The first stage of any business is understanding, including understanding what is needed and how to satisfy these needs. A sound understanding will lead to sound decisions, whereas decisions based on assumptions and guesswork will lead to surprises and fire fighting which is not a winning strategy.

Understanding needs (and attendant expectations) is not merely about customers but all the players in the game. It means knowing who they are, what value they bring, and what they want to take out of the pot in return for continued patronage. Stakeholder needs are met by a complex system involving many other stakeholders. Just as traditional quality uses tools like Cpk, the classic measure of manufacturing capability, so we need to understand how the entire delivery engine works.

Understanding includes present and future needs and capabilities, with a consideration of external forces such as competition and legislation. Imagination, based on knowledge, is an important factor here: when customers change their goals and competitors change strategy, we still want to stay ahead of the game.

Real-world understanding includes understanding where incomplete knowledge exists. When this is openly accepted, associated risks can be identified and actively managed. Much of the work involved in business is about managing surprises. Quality should include reducing surprises by highlighting realities in time to prepare for possibilities. With an improved understanding, we can make decisions that will lead to better chances of staying in business. This means balancing stakeholder value needs with current and future capabilities of both internal and external systems. It means saying no and focusing resources to retain key stakeholders and increase targeted value flows (such as more lucrative customers and growing markets).

Improvement

Decisions are, in one sense, promises. They commit resources to the achievement of objectives. They are investing value now to achieve value later. Most business decisions at a strategic level lead to necessary changes in the business system to achieve new business goals. Serious business improvement is undertaken to meet explicit or implicit promises of strategic decisions.

Improvements in practice have not always been successful in helping to meet promises. A classic failure has been to target improvements off the business line. Practicing in safe areas is one thing, but as Wallace Andrews said: ‘You can learn all you want about Freud, but sooner or later you have to go out with the girls.’
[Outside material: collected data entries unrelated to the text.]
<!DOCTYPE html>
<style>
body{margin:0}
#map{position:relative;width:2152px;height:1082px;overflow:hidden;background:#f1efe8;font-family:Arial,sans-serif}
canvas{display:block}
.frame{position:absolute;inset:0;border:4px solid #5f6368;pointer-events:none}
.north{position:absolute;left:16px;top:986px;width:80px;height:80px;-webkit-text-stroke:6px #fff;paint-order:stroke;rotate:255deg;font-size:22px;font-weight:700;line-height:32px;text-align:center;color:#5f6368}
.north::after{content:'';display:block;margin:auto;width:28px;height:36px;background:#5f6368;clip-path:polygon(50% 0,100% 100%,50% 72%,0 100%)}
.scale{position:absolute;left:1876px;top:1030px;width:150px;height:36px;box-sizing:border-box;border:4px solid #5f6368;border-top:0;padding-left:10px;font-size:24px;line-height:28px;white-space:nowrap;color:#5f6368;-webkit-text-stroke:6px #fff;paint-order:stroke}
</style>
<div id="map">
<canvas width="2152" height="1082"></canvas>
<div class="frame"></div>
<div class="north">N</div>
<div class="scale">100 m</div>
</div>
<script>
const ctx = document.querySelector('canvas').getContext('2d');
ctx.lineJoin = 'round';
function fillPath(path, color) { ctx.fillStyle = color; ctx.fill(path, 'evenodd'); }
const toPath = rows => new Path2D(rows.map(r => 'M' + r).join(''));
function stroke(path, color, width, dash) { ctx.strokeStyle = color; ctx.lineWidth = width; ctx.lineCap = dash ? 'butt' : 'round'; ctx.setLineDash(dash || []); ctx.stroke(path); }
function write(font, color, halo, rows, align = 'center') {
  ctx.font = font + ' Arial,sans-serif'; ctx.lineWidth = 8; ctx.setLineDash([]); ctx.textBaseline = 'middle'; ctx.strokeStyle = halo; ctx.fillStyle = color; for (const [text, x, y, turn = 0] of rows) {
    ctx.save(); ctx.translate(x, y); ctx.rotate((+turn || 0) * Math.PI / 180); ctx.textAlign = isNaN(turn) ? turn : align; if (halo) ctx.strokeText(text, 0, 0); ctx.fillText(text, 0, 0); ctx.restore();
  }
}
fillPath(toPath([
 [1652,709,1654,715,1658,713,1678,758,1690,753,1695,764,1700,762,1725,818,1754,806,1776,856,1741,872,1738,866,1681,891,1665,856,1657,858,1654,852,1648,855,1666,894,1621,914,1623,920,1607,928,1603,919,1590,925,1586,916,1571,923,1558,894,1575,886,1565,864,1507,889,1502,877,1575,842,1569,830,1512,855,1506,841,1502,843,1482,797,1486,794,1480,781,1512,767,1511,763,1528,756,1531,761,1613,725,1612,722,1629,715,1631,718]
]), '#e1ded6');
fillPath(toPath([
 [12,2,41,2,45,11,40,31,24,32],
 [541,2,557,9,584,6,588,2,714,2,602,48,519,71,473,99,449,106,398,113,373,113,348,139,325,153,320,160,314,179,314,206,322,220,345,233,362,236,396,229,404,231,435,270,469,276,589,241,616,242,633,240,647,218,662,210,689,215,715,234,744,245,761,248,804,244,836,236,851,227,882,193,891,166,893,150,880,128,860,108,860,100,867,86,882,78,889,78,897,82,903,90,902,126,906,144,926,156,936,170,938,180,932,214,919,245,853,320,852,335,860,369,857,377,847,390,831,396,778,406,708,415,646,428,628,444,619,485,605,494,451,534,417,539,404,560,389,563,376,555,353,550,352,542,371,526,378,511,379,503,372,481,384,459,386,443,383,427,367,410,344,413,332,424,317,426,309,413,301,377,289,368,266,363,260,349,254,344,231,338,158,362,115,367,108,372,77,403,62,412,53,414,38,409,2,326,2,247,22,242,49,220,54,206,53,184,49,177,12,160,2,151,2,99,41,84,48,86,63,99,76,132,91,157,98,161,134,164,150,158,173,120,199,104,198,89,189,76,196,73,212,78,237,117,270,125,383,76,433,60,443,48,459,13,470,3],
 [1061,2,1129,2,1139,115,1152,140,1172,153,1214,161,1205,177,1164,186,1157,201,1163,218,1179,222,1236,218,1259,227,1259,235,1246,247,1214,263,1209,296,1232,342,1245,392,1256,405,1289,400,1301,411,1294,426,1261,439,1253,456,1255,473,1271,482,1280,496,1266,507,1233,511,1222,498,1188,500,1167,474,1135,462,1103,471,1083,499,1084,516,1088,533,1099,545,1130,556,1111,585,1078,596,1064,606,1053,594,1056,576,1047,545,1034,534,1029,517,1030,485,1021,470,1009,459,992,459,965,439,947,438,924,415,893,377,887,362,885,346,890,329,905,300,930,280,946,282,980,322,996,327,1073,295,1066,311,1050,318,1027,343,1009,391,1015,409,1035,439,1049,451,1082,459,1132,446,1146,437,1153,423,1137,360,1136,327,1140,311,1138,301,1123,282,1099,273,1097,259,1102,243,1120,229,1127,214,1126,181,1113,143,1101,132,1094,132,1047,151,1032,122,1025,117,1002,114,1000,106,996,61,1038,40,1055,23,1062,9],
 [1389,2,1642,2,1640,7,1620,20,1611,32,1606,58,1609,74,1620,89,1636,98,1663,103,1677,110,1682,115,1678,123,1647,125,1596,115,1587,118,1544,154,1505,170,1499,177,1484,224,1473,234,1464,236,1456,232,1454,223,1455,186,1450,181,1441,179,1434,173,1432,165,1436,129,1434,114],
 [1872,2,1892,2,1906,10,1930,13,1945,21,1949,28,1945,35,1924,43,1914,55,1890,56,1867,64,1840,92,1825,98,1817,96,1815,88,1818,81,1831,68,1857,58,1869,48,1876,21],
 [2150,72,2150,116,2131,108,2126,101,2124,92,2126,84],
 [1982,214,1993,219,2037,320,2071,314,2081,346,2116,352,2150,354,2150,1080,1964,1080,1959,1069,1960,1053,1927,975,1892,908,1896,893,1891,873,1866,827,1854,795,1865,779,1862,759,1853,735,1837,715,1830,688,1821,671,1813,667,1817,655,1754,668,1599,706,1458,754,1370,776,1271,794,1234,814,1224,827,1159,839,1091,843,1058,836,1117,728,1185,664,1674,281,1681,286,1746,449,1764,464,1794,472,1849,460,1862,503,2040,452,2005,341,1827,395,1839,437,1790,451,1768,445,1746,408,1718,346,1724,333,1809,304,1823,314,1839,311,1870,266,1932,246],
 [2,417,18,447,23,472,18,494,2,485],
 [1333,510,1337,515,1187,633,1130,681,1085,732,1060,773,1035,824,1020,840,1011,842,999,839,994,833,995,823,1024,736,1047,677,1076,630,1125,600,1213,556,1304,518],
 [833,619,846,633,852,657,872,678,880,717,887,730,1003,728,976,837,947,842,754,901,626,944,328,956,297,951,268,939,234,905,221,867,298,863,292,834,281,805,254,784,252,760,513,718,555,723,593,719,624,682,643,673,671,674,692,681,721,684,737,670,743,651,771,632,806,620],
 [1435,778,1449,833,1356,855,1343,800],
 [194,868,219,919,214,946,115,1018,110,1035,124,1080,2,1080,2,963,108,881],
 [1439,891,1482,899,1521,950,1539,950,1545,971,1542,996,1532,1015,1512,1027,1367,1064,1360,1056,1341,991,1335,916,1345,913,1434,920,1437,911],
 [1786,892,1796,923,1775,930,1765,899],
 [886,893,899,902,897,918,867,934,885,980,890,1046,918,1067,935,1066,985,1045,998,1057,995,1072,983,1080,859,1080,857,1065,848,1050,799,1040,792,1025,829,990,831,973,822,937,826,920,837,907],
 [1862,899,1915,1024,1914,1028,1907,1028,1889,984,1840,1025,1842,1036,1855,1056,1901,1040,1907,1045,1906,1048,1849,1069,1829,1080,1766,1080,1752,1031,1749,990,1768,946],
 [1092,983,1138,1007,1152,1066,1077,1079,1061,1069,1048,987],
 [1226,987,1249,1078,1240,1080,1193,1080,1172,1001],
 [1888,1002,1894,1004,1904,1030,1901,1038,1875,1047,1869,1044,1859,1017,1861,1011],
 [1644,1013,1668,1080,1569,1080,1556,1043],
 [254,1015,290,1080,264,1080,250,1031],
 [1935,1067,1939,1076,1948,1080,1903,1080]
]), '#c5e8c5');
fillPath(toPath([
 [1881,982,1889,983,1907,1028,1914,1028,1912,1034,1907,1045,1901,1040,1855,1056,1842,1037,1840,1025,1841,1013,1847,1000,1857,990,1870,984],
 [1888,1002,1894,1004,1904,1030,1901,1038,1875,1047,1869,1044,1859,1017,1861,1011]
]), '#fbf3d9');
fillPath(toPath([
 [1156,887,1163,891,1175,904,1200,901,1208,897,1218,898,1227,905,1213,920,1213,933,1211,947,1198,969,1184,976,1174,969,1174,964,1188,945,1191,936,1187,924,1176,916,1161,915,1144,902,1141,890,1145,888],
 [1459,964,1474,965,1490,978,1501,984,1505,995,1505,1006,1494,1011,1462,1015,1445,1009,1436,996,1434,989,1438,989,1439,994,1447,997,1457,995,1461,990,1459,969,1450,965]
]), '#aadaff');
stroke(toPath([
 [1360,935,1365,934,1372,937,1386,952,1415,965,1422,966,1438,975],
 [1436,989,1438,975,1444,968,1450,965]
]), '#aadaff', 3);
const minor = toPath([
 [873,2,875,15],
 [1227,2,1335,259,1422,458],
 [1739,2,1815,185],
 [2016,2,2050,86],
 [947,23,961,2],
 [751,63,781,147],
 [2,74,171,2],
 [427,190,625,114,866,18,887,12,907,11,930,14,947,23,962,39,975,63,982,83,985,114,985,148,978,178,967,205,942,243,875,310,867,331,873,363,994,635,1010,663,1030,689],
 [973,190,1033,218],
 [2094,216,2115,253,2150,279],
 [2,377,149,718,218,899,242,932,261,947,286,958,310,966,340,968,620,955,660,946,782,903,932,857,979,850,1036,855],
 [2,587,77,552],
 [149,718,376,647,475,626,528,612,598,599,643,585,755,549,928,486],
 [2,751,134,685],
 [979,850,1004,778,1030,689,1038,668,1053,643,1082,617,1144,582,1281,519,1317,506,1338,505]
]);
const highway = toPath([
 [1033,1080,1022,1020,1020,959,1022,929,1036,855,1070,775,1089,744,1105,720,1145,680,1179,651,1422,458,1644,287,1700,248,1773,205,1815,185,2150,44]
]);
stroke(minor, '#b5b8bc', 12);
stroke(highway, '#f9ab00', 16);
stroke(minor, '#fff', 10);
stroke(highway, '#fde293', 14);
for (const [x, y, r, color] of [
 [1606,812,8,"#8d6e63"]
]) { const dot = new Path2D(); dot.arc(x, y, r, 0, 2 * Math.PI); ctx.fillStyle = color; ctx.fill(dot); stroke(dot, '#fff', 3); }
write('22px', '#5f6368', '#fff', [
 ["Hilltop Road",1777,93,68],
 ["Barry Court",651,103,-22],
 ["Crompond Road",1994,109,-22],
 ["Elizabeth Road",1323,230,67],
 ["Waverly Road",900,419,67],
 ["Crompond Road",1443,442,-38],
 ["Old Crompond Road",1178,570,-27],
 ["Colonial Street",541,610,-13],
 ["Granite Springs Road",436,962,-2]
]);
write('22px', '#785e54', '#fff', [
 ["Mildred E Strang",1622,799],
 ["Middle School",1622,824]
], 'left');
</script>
Understanding is the foundation of improvement. Attempting to improve systems with intuition and pseudo-brainstorming can be a dangerous game. Systems are interconnected wholes: changing one element can have a significant impact on other, often distant, parts of the system. Improvement without true understanding is easy. You shift the work somewhere else, but improperly fixing one problem just causes another to pop up somewhere else.

As well as working on meeting today’s promises, improvements can target the longer-term. In Competing for the Future, Gary Hamel and C.K. Prahalad highlighted how competencies can take years to develop and that tomorrow’s competitions are already being won or lost in improvements we are making today.

Assurance

When needs and capabilities are understood and the system improved, all we need to do is make sure that it actually works. Ideally, there would be no need for assurance, but it is part of the system where specifications are important. The previous stages ensured that definitions of what was to be done were optimal and clear - this stage is about making sure things happen on time, every time.